Woman sitting at a table against a window, using her laptop in a public cafe.
When in public, remain private with a VPN. Credit: Bonnie Kittle/Unsplash.

Cleaning up your act

For starters, next time you receive one of those annoying spam emails from a company you can’t remember doing business with, don’t just sent it to trash, follow through. First, see if there is an unsubscribe or opt-out link that you can use to remove yourself from the mailing list. And, if you don’t need their services at all, reduce your risk of attack by contacting the company directly and asking to have your personal data deleted. Most companies will be able to comply, especially those with data and privacy policies (including those in the European Union and Australia). Each account closed is one less opportunity for data brokers to profit off your data, or for it to fall into the wrong hands.

Next, be mindful of what you share on social media, and what you have previously posted.
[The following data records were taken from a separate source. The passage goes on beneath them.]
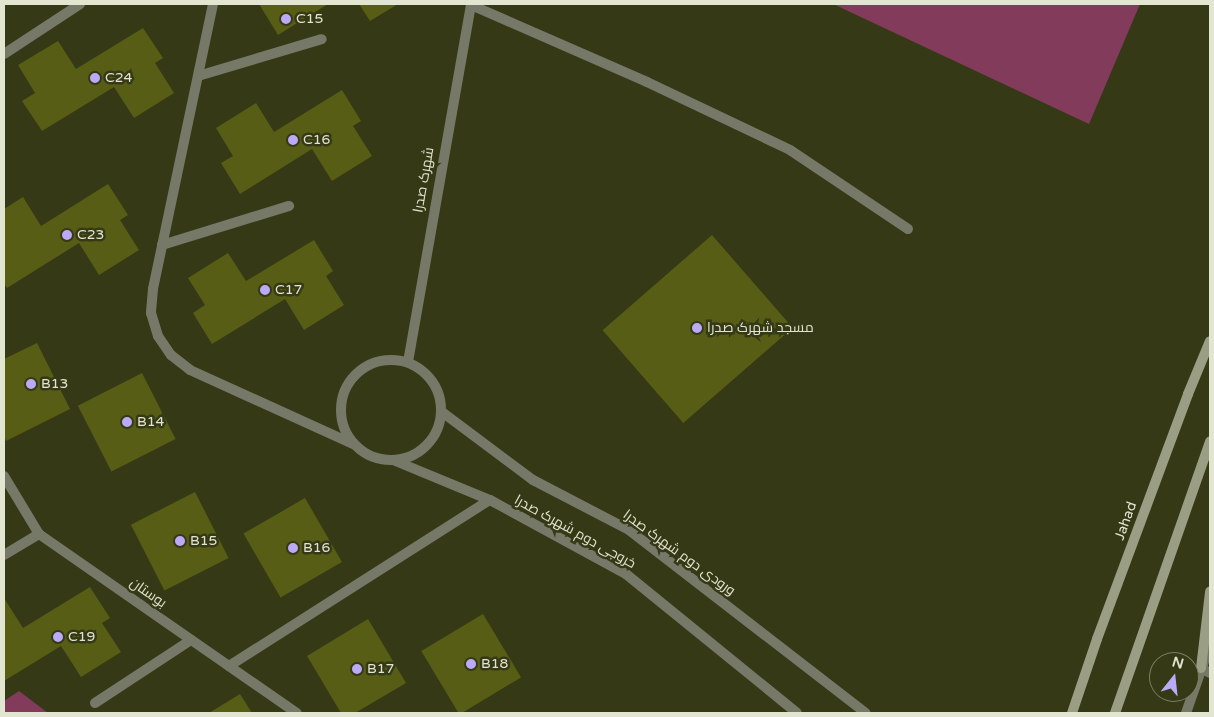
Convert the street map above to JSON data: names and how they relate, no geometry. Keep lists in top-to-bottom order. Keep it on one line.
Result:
{"streets":{"street":["شهرک صدرا","Jahad","خروجی دوم شهرک صدرا","ورودی دوم شهرک صدرا","بوستان"]},"crossings":[["شهرک صدرا","خروجی دوم شهرک صدرا"],["شهرک صدرا","ورودی دوم شهرک صدرا"],["خروجی دوم شهرک صدرا","ورودی دوم شهرک صدرا"]],"places":["C15","C24","C16","C23","C17","مسجد شهرک صدرا","B13","B14","B15","B16","C19","B18","B17"],"north":"top"}
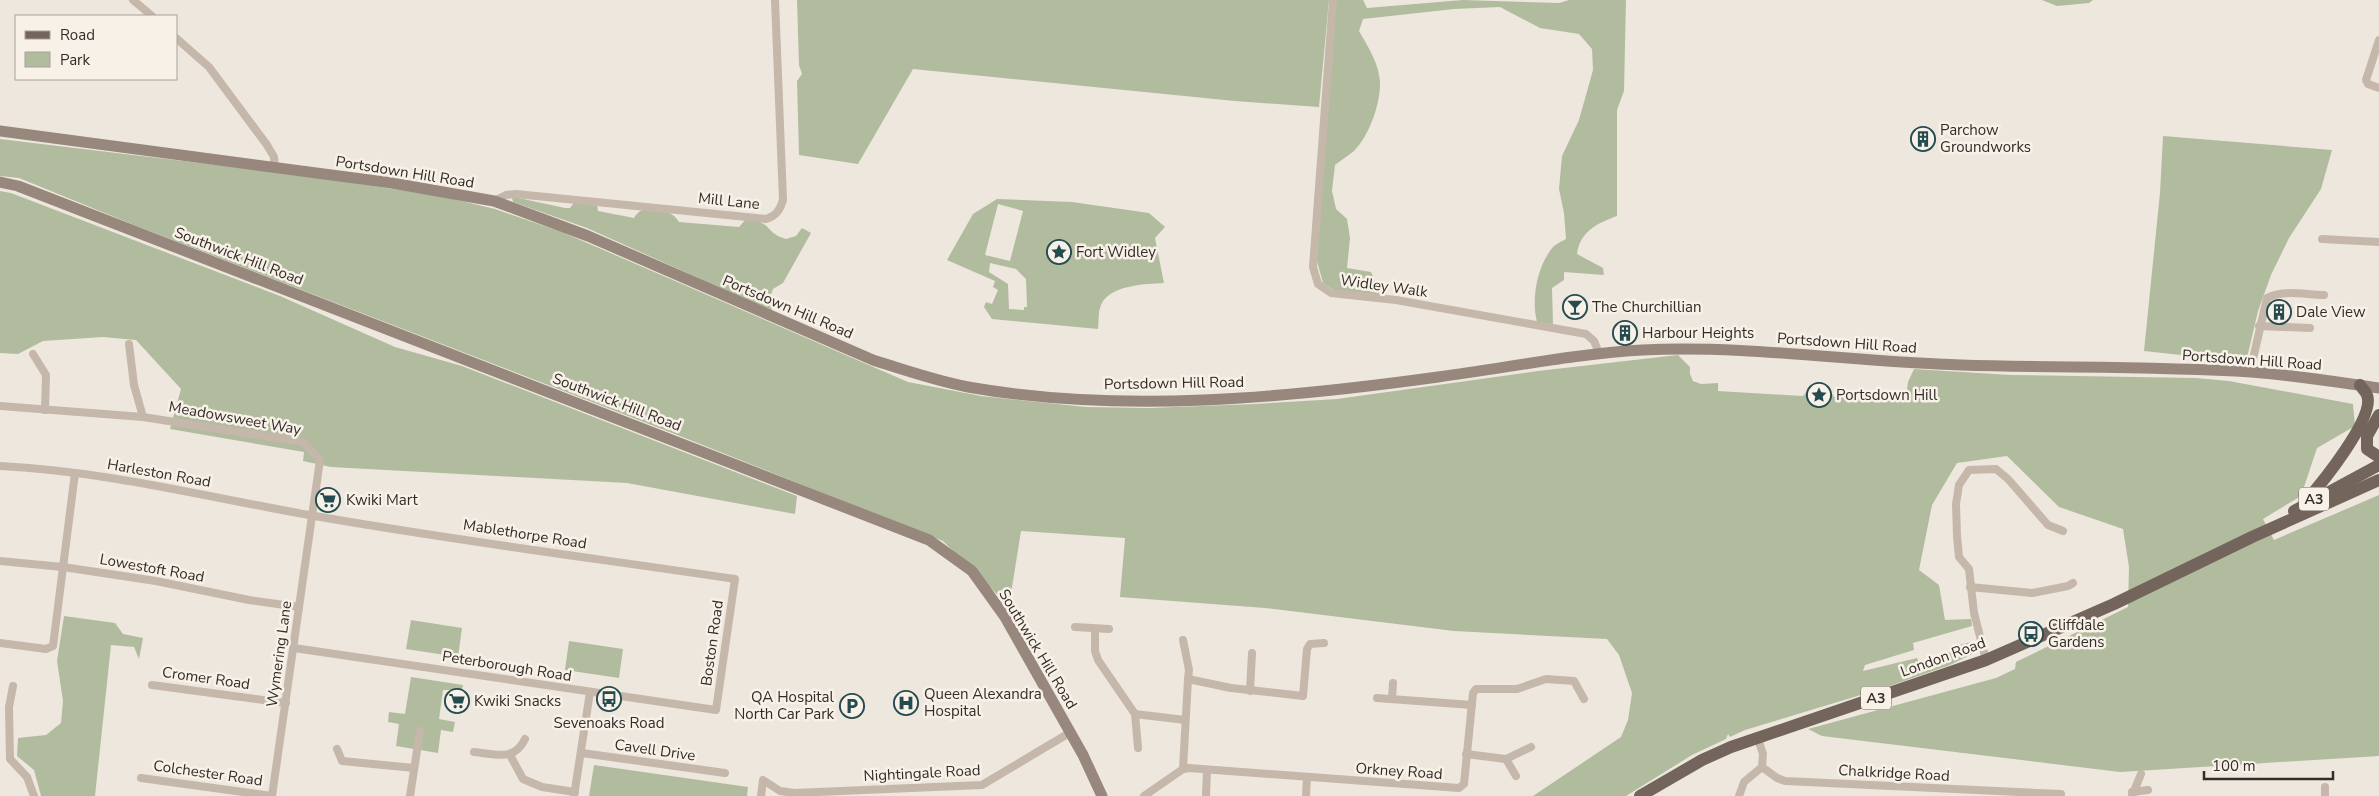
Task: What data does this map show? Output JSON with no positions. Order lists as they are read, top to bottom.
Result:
{
  "streets": {
    "main road": [
      "Portsdown Hill Road",
      "Southwick Hill Road",
      "A3",
      "London Road"
    ],
    "street": [
      "Mill Lane",
      "Widley Walk",
      "Meadowsweet Way",
      "Harleston Road",
      "Mablethorpe Road",
      "Lowestoft Road",
      "Boston Road",
      "Wymering Lane",
      "Peterborough Road",
      "Cromer Road",
      "Cavell Drive",
      "Orkney Road",
      "Colchester Road",
      "Nightingale Road",
      "Chalkridge Road"
    ]
  },
  "crossings": [
    ["Portsdown Hill Road", "Mill Lane"],
    ["Portsdown Hill Road", "Widley Walk"],
    ["Southwick Hill Road", "Nightingale Road"],
    ["Meadowsweet Way", "Harleston Road"],
    ["Meadowsweet Way", "Mablethorpe Road"],
    ["Meadowsweet Way", "Wymering Lane"],
    ["Harleston Road", "Mablethorpe Road"],
    ["Harleston Road", "Wymering Lane"],
    ["Mablethorpe Road", "Boston Road"],
    ["Mablethorpe Road", "Wymering Lane"],
    ["Lowestoft Road", "Wymering Lane"],
    ["Boston Road", "Peterborough Road"],
    ["Wymering Lane", "Peterborough Road"],
    ["Wymering Lane", "Cromer Road"],
    ["Wymering Lane", "Colchester Road"]
  ],
  "places": {
    "building": ["Parchow Groundworks", "Dale View", "Harbour Heights"],
    "place": ["Fort Widley", "Portsdown Hill"],
    "bar": ["The Churchillian"],
    "supermarket": ["Kwiki Mart", "Kwiki Snacks"],
    "bus stop": ["Cliffdale Gardens", "Sevenoaks Road"],
    "hospital": ["Queen Alexandra Hospital"],
    "parking": ["QA Hospital North Car Park"]
  },
  "legend": ["Road", "Park"],
  "scale_bar": "100 m"
}
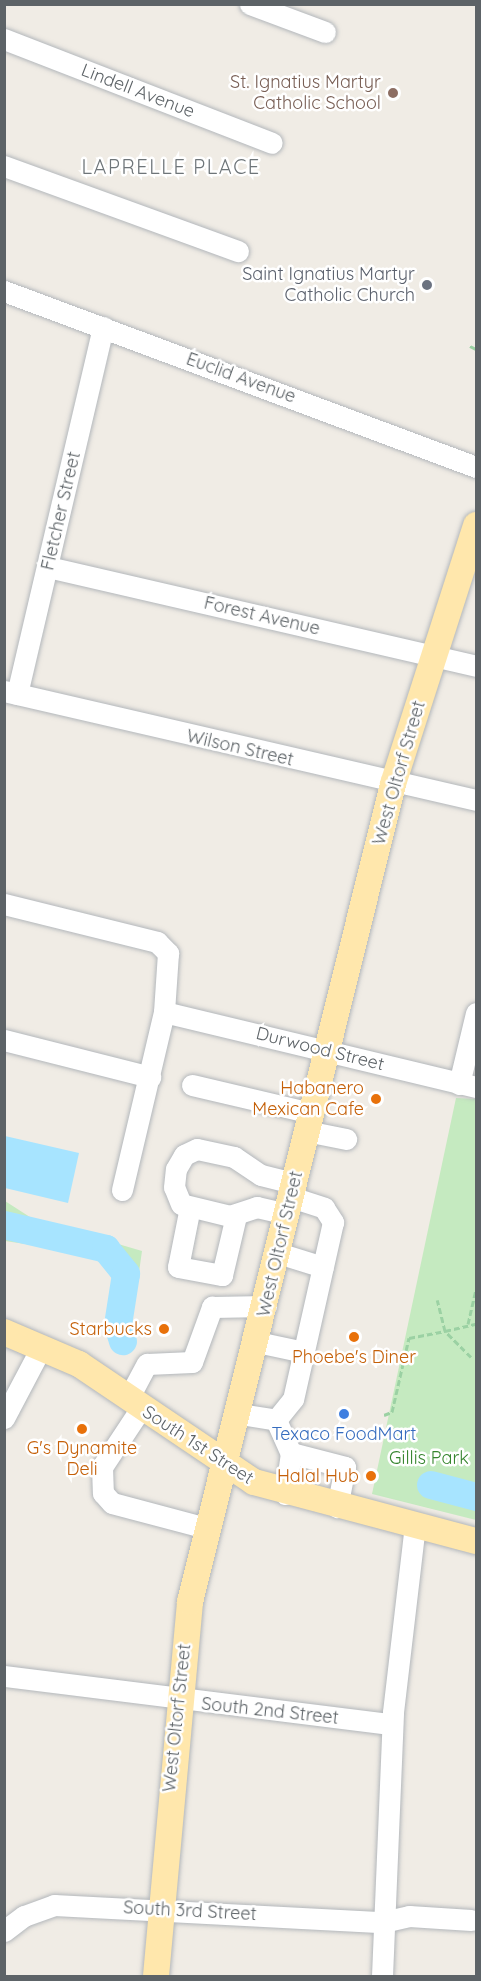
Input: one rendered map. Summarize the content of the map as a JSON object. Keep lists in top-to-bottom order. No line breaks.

If you have any abandoned accounts or services you no longer log into, follow the same process as the spam emails by requesting your account be closed and personal data deleted. If you do actively use social media, consider the fact that many brokers will scrape user’s profiles for data they can harvest. Close down this avenue by making your profile ‘private’, restricting visibility to your followers only.

Audit the sites, services and apps you log into. If you no longer require their use, remove ‘auto-login’ permissions and close them down for good. And while you are at it, consider updating your passwords and turning on Two Factor Authentication (2FA) or biometric identifiers (such as fingerprint scanning) to help secure your most sensitive or at risk datapoints. This includes social media logins, financial institutions and physical devices such as your PC and smartphone.

And finally, when browsing the internet in a public place like your local coffee shop or airport terminal, never use the public Wi-Fi unsecured. Invest in a virtual private network (VPN) to ensure that no one intercepts your data when you are accessing an open, public network.

Regularly following these tips will help to ensure that your private data remains just that, reducing your chances of having your personal information compromised online.